Vers une réversion recentrée sur les ménages modestes : la piste privilégiée
Parmi les scénarios présentés, un semble se détacher : celui d’une réversion recentrée sur les foyers les plus modestes, assortie d’un renforcement des droits familiaux pour compenser les inégalités professionnelles.
Cette piste s’inscrirait dans une logique de justice sociale, très défendue par une partie des experts du COR.
Dans cette configuration, les veuves et veufs les plus pauvres seraient mieux protégés, avec une garantie renforcée du niveau de vie.
Les mères ayant un ou deux enfants seraient également gagnantes, car les dispositifs seraient adaptés à la réalité des carrières féminines, souvent marquées par des périodes d’inactivité forcée.
En revanche, les retraités issus de la fonction publique, de l’Agirc-Arrco et les ménages de classe moyenne supérieure seraient les principaux perdants.
Pour mieux comprendre la redistribution envisagée, voici un tableau comparatif synthétique :
| Scénario | Principaux gagnants | Principaux perdants | Effet financier |
|---|---|---|---|
| Ouverture de la réversion | Conjoints aisés et classes moyennes | Finances publiques | +30 % dépenses |
| Réversion réservée aux modestes | Survivants < 2 000 €/mois | Classes moyennes / hauts revenus | Économies élevées |
| Réversion modulée selon pension personnelle | Foyers modestes | Assurés aisés | Effet modéré |
Un calendrier politique serré : 2026 comme année décisive
Le rapport arrive à un moment clé : celui de la préparation du budget 2026, dans un contexte où le gouvernement cherche à renforcer la lisibilité du système de retraite tout en limitant les dépenses.

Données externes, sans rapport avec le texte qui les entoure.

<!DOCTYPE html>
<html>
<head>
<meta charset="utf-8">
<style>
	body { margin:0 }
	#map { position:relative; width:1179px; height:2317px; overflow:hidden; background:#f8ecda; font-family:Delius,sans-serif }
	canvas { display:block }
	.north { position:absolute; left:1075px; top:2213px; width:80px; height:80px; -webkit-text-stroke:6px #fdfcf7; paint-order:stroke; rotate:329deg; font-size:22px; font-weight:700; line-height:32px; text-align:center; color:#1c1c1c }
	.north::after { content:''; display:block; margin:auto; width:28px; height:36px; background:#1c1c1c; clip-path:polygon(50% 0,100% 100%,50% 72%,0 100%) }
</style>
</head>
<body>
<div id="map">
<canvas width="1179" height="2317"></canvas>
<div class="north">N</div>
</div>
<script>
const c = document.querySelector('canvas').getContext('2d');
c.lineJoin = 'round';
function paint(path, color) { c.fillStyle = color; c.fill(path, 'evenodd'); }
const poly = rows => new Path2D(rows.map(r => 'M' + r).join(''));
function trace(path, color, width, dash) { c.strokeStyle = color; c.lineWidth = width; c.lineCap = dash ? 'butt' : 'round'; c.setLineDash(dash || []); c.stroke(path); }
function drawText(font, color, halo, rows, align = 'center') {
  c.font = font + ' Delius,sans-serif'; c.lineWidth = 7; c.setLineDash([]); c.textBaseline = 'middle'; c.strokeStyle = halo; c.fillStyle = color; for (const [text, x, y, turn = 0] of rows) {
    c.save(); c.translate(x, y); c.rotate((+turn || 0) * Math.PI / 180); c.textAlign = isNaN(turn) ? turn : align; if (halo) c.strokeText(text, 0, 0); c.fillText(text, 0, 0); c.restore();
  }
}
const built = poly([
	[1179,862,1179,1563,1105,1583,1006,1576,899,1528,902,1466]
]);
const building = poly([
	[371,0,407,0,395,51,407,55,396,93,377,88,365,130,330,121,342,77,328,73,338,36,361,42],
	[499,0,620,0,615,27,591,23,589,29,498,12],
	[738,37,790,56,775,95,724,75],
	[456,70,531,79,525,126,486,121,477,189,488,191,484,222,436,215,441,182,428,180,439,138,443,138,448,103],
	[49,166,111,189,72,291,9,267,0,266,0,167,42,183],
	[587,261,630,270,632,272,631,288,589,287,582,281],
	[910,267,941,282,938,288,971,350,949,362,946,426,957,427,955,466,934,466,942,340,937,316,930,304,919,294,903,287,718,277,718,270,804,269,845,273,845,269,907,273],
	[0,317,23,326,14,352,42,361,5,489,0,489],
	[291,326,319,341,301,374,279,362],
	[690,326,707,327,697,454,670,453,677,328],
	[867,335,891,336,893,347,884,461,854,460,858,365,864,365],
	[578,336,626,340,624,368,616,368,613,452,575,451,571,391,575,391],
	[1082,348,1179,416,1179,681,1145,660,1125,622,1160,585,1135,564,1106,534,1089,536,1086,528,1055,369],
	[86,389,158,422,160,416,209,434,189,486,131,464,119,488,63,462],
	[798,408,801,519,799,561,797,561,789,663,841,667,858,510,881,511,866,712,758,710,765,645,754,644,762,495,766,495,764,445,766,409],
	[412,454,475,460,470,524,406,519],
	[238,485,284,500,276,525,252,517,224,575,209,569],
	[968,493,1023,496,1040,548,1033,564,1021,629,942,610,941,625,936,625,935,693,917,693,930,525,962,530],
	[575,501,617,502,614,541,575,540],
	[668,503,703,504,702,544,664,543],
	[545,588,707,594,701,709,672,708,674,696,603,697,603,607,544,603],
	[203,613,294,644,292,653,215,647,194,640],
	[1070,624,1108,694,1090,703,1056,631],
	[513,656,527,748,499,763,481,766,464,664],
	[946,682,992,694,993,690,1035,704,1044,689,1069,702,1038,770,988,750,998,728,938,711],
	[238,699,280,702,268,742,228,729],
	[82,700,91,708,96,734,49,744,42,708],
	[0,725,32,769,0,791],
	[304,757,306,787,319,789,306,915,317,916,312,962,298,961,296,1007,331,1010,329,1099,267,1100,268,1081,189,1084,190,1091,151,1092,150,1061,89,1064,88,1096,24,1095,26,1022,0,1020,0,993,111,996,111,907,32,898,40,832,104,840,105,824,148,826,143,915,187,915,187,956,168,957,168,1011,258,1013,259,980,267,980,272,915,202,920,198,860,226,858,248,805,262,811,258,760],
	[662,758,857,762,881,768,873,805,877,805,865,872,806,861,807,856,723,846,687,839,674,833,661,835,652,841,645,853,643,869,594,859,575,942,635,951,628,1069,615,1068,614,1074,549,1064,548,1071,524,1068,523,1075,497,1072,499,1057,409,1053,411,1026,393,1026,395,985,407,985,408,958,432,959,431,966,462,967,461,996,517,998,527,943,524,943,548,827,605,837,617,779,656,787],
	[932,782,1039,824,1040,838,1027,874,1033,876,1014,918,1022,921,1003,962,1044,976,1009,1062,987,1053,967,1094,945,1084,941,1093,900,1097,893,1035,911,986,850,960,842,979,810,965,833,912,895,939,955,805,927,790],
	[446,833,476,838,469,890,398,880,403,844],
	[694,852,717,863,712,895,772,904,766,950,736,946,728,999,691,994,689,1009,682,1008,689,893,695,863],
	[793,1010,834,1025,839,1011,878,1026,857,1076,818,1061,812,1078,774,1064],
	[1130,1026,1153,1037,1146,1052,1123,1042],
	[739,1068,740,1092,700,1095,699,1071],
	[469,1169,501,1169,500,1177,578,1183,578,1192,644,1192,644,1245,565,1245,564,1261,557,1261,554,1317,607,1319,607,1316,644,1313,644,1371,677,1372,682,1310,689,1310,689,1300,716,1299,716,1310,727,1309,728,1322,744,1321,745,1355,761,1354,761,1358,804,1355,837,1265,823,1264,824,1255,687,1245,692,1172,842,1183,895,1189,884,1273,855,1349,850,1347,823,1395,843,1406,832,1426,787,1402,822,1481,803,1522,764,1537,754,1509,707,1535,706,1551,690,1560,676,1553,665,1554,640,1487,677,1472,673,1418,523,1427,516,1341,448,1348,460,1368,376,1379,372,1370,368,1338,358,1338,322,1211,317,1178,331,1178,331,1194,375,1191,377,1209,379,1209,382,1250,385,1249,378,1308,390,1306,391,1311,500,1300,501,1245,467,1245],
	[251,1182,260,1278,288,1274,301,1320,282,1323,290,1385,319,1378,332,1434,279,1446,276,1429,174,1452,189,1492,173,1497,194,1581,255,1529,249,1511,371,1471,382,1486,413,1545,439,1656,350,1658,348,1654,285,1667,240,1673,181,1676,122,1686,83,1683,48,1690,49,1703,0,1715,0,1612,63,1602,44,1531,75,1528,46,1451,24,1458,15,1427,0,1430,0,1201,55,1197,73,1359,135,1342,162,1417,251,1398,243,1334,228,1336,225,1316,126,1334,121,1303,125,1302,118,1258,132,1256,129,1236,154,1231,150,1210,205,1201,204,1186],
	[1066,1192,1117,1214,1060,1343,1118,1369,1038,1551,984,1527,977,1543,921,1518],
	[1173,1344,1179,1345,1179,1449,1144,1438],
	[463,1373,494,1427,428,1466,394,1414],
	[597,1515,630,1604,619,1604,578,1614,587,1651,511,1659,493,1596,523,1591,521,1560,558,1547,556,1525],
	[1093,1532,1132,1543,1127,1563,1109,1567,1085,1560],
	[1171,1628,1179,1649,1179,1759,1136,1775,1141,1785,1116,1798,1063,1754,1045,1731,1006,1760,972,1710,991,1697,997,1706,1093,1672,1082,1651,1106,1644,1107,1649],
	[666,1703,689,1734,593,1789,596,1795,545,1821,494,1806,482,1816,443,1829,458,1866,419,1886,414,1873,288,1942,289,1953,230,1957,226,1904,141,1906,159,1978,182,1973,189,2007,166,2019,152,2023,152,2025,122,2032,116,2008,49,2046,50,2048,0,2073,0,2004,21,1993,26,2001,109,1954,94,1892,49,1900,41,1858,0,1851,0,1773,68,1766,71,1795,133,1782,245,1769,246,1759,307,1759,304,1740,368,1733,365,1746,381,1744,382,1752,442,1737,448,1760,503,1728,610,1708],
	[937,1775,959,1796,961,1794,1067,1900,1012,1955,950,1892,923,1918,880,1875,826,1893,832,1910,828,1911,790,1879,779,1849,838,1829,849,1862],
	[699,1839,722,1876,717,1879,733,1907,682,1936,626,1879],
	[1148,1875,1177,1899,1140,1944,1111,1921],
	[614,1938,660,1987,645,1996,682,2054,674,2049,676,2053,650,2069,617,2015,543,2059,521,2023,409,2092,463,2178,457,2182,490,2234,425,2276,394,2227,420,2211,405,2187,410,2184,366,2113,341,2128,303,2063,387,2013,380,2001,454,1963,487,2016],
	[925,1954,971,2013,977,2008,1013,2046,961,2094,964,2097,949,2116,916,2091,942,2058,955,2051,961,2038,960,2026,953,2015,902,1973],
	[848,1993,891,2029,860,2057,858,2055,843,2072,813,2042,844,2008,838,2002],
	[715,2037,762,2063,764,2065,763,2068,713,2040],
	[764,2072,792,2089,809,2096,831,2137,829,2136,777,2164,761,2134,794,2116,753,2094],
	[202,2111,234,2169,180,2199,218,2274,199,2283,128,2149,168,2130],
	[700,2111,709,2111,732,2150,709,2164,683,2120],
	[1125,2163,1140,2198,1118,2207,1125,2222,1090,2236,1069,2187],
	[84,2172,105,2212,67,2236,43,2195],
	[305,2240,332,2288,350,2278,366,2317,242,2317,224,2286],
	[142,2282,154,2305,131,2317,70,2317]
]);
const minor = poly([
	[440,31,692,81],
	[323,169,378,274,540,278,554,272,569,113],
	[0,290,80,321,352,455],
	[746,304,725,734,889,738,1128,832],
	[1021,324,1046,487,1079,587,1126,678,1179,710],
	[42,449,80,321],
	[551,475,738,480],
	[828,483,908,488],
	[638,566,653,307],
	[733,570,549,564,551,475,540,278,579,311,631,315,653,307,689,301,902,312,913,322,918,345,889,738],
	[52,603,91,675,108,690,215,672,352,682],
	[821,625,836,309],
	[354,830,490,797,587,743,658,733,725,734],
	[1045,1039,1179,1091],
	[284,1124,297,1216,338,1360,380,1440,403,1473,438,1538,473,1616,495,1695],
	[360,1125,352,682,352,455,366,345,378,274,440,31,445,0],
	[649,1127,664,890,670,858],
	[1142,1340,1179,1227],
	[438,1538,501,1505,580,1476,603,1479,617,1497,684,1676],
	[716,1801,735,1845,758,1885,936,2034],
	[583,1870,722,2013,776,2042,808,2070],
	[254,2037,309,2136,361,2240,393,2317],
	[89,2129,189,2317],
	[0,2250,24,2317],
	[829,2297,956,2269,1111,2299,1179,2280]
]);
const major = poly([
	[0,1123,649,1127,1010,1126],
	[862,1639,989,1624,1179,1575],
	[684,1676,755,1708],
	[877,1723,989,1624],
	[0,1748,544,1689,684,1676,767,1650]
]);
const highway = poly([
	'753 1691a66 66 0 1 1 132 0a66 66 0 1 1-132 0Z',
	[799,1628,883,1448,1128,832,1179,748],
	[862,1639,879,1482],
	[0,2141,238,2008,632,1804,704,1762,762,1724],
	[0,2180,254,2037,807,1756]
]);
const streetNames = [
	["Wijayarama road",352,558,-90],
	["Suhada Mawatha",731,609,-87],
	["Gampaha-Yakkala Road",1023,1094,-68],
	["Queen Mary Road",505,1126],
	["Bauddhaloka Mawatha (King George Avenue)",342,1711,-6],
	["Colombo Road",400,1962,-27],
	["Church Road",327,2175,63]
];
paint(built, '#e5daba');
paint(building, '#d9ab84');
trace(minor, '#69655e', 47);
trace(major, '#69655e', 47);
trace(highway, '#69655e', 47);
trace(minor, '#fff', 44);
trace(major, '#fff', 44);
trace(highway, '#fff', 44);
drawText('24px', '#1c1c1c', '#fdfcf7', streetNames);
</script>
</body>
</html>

À noter : le COR, tout comme la Cour des comptes, assume désormais une position très claire sur la nécessité de cibler davantage les dispositifs de solidarité.
Le gouvernement pourrait donc être tenté d’accélérer. Mais cette réforme touche à des sujets explosifs : veuvage, maternité, familles nombreuses, retraites publiques… Autant de thèmes capables de provoquer tensions sociales et débats politiques passionnés.
Si certaines pistes sont appliquées dès 2026, la France entrerait dans une nouvelle ère où la solidarité entre régimes serait repensée, mais où les inégalités entre profils pourraient également s’accentuer.
La pension de réversion telle que nous la connaissons pourrait bientôt changer de visage. Pour certains, ce serait une protection renforcée. Pour d’autres, une perte sèche. Et pour tous, un tournant majeur du système de retraite français.